There have been a lot of T.V. productions which have run ‘social experiments’ in recent years. This post simply outlines a few examples of these and some of the strengths and limitations of social experiments run by media companies. Channel 4 seems to be the main outlet for these experiments….
Some (relatively) recent examples of televised social experiments
Channel 4’s Return to Eden featured 23 people heading to an island in the Scottish Highlands for a year to see what happened if a small community of people ‘started again’. They had sufficient resources to last the year, so I guess the experiment was just about of seeing how people would interact when their economic basics are sorted out.
The show wasn’t a great success: after the first four episodes (aired in spring 2016), viewing figures slumped to 800 000, and the show only returned in July 2017 as a ‘retrospective’, now called ‘Eden Lost’.
The experiment wasn’t a great success – 13 people left before the experiment ended, with only 10 left at the end. I just hope none the candidates had hopes of becoming a Fogle 2.0 who managed to segway into his media career after the BBC’s Castaway 2000.
This is much less ‘media manufactured’ than the example of Eden above: more of a ‘proper’ experiment with just cameras being present.
The point of the experiment is to measure the effects of having children present over the course of a few weeks on the physical and mental health of elderly people.
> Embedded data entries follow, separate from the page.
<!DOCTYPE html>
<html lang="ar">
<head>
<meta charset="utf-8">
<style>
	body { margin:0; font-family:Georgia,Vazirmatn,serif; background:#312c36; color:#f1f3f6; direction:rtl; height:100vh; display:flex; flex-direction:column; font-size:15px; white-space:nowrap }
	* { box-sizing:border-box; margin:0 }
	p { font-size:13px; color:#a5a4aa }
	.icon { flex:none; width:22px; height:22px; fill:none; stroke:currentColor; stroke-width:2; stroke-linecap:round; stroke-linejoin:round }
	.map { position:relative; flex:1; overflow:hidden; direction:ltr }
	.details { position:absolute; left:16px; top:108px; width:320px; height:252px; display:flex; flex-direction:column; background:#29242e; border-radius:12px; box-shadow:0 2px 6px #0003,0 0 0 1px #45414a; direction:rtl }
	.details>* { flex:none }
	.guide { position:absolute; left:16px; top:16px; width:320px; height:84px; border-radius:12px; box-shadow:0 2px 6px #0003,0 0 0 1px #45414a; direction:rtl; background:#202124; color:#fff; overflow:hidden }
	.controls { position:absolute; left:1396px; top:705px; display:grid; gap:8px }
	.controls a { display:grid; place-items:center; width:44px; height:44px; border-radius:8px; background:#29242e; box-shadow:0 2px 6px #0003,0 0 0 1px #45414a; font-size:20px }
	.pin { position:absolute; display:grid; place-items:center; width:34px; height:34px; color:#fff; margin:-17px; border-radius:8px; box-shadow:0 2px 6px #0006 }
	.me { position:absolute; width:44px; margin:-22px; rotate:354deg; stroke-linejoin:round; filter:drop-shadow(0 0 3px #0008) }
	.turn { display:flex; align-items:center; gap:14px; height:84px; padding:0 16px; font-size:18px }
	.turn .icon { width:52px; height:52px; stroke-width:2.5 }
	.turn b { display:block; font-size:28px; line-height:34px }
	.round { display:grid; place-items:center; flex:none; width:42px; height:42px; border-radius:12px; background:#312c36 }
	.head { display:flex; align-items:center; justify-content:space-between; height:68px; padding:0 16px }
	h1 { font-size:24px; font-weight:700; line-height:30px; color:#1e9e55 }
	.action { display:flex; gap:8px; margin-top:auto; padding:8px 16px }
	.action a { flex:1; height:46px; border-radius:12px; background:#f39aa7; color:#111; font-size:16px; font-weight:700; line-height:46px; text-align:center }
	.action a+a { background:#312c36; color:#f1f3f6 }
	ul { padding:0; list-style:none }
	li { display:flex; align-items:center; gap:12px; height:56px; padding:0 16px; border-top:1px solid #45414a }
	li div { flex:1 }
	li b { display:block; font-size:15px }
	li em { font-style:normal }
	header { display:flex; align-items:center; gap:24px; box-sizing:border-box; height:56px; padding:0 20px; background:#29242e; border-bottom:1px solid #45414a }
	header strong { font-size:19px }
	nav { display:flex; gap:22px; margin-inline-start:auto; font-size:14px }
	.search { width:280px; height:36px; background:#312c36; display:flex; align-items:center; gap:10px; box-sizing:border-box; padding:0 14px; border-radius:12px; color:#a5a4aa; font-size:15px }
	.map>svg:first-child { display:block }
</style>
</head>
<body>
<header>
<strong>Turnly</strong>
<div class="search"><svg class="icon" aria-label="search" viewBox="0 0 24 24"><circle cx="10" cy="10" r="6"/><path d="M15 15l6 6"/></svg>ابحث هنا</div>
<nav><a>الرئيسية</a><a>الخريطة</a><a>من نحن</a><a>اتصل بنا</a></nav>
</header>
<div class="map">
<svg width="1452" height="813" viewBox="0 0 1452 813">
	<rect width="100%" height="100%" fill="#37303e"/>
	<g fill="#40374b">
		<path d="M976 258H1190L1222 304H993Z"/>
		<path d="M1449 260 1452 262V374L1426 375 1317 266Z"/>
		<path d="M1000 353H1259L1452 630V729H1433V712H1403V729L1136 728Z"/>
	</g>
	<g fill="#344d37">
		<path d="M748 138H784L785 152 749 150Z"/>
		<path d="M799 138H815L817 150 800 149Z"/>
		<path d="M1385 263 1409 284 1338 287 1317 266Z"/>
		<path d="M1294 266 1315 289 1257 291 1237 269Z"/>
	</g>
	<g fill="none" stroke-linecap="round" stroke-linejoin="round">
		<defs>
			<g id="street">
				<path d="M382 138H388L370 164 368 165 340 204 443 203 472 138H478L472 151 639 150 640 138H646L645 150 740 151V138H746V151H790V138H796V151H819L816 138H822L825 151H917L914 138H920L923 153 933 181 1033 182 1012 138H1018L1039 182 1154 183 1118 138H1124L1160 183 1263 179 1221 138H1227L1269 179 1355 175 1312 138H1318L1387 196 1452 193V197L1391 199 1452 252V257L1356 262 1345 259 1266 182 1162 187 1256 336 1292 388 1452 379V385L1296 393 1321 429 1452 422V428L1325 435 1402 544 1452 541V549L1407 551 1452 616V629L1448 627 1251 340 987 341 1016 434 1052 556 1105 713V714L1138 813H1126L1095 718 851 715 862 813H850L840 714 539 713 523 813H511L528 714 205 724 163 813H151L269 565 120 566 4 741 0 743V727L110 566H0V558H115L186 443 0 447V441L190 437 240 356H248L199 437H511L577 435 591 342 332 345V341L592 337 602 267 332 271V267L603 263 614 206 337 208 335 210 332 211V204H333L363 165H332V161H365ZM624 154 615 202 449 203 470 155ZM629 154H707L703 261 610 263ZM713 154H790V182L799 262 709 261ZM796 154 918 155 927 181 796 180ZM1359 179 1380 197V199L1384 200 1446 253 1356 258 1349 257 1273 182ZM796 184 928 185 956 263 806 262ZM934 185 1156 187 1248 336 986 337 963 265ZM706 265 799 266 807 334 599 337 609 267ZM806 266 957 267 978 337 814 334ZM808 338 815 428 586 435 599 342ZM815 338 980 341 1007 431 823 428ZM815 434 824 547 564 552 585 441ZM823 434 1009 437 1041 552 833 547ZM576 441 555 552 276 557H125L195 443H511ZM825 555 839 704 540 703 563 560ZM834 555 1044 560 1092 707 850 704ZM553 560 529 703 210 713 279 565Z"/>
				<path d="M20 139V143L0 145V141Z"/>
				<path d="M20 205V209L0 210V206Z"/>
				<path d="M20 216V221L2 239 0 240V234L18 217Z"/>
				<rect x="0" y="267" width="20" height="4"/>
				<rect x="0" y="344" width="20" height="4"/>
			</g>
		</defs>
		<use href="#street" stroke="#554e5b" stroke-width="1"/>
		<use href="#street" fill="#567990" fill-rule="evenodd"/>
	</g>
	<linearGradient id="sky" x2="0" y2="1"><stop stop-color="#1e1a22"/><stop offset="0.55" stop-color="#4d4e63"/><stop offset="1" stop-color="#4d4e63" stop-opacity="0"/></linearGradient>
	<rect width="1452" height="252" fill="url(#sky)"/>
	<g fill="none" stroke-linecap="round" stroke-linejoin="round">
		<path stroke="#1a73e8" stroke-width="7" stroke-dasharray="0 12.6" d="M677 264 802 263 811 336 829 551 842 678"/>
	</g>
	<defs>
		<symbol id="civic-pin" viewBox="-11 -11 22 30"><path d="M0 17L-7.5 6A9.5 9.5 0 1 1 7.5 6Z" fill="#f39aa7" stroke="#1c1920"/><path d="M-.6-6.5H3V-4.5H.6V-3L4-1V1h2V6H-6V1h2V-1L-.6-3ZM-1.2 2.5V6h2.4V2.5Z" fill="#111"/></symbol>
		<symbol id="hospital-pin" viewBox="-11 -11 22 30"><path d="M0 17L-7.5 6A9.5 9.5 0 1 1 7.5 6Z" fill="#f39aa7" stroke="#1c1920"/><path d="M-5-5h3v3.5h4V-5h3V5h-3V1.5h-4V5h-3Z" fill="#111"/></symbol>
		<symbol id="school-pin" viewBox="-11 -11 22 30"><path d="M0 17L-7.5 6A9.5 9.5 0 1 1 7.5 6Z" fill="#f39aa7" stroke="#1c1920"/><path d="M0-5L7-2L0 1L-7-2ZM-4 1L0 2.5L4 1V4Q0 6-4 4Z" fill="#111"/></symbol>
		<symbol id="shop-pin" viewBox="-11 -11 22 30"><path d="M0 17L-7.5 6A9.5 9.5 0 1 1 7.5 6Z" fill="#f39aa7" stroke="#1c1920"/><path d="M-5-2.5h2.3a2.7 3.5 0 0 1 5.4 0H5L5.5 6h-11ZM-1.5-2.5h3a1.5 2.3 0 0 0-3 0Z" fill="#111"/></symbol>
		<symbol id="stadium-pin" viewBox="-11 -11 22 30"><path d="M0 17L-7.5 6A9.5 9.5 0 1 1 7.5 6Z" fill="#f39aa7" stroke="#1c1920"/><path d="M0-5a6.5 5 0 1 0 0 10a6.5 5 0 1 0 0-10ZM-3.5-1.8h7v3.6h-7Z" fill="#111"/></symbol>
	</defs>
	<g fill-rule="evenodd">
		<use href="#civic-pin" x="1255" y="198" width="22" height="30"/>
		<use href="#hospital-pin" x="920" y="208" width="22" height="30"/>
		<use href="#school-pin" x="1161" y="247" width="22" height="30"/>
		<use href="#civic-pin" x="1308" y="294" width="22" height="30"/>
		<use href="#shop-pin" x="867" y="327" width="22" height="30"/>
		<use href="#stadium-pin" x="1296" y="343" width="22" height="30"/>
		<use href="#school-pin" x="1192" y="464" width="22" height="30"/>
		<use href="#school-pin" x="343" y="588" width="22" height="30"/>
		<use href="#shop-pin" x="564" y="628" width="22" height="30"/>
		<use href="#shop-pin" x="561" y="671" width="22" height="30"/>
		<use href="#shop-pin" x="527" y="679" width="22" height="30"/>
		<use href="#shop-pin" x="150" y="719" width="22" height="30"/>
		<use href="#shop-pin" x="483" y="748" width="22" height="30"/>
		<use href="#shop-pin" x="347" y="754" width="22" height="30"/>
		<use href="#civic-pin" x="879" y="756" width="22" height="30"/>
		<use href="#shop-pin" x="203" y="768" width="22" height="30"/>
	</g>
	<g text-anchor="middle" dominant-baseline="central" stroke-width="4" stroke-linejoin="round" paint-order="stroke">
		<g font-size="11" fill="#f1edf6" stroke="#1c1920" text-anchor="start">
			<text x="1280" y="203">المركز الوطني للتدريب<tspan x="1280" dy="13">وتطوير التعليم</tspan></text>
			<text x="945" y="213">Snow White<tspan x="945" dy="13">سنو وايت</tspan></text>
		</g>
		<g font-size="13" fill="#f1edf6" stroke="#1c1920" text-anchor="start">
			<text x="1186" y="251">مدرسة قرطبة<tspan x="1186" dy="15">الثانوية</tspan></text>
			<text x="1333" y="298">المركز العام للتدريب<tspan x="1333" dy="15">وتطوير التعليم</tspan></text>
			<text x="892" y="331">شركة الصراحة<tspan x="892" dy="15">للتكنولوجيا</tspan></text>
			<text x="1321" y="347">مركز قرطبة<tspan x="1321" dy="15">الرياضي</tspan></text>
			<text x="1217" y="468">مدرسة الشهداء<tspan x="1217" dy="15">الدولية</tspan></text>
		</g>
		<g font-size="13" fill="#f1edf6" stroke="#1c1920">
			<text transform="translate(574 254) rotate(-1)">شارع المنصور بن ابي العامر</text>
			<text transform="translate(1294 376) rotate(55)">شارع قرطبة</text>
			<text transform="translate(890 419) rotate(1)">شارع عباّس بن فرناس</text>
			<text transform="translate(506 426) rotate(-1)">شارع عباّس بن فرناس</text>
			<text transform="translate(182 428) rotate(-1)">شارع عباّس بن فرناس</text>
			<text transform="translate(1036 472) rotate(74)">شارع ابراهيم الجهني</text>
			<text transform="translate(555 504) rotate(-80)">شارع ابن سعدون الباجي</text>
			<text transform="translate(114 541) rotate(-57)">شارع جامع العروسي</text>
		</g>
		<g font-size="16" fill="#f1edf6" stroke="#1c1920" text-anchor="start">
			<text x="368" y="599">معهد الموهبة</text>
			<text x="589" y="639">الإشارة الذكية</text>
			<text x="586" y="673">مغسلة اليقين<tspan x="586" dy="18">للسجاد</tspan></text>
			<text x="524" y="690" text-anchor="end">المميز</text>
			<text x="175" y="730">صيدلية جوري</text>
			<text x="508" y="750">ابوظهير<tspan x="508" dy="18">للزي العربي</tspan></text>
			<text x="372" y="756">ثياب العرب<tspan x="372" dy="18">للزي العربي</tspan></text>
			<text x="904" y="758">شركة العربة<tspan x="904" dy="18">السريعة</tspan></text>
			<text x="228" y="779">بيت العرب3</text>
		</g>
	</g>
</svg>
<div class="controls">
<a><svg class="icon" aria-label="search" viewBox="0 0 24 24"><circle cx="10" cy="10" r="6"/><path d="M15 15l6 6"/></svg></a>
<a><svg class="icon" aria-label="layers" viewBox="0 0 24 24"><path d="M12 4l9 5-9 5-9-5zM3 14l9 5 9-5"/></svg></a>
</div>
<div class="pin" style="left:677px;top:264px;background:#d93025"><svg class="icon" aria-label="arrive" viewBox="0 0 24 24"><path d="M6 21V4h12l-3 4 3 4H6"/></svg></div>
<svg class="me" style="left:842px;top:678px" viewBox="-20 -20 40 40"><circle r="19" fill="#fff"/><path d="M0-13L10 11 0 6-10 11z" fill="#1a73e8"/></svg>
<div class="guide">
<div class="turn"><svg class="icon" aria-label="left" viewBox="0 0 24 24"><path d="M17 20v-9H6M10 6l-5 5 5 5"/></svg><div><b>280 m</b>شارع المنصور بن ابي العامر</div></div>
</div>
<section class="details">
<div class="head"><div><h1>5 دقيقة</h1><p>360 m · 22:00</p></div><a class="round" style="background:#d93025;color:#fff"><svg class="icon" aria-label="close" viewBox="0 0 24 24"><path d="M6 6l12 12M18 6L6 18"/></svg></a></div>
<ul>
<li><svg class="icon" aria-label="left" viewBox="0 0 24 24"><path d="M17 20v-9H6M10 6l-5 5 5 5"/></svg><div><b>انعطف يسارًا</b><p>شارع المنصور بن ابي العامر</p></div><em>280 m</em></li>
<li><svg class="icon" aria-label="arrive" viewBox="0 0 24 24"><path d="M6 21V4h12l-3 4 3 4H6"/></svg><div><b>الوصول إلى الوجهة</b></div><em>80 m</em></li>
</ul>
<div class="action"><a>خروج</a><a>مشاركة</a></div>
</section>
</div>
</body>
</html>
In the experiment variables such as reaction time and mobility of the elderly residents are measured, then the home is effectively turned into a day care nursery for four year olds, with the old-people taking an active role in their day-care, and after a few weeks, their health is tested again.
The results are remarkable!
This sort of thing is sociology gold-dust – a school in the Isle of White is turned into a gender-neutral zone…
Some strengths and limitations of televised social experiments
Obviously each of these social experiments have their own individual strengths and limitations, but there are also some generic strengths and limitations which stem from the fact media companies are involved in the production of these experiments.
- There are some obvious practical strengths to the social researcher – you can just watch the show and relay the results, this is secondary data after all.
- There are also some obvious ethical advantages to the social researcher – the respondents have given their consent to the company involved in making, so in effect the ethics of the research are down to the media company – there are no obvious additional ethical problems which might be a barrier to research simply by using what material is made available by the media company.
- Usually in terms of representativeness, media corps are pretty good at representing a range of classes, genders and ethnicities in these experiments.
- Probably the biggest problem of televised social experiments is that the primary reason for making them is to make a profit, and to do this they need to be entertaining – thus the kinds of topics chosen will not necessarily be those of interest to social researchers.
- The ‘entertainment problem’ also comes into play where ‘controlling variables’ and testing hypotheses are concerned – entertainment trumps the kinds of questions asked and the shape of the experiment
- When it comes to validity, there are also lot of potential problems – you only get to see what the media company wants you to see. The Hawthorne Effect might also apply – respondents may act differently because they know they are on T.V.
- Finally, in terms of reliability, this could be difficult because there’s a chance that people doing any repeat experiments will have seen previous experiments, which could influence future results.
So all in all, while these televised social experiments may be entertaining (if that’s your thing), it might well be that they give us very little valid or reliable data about how people interact in the real world.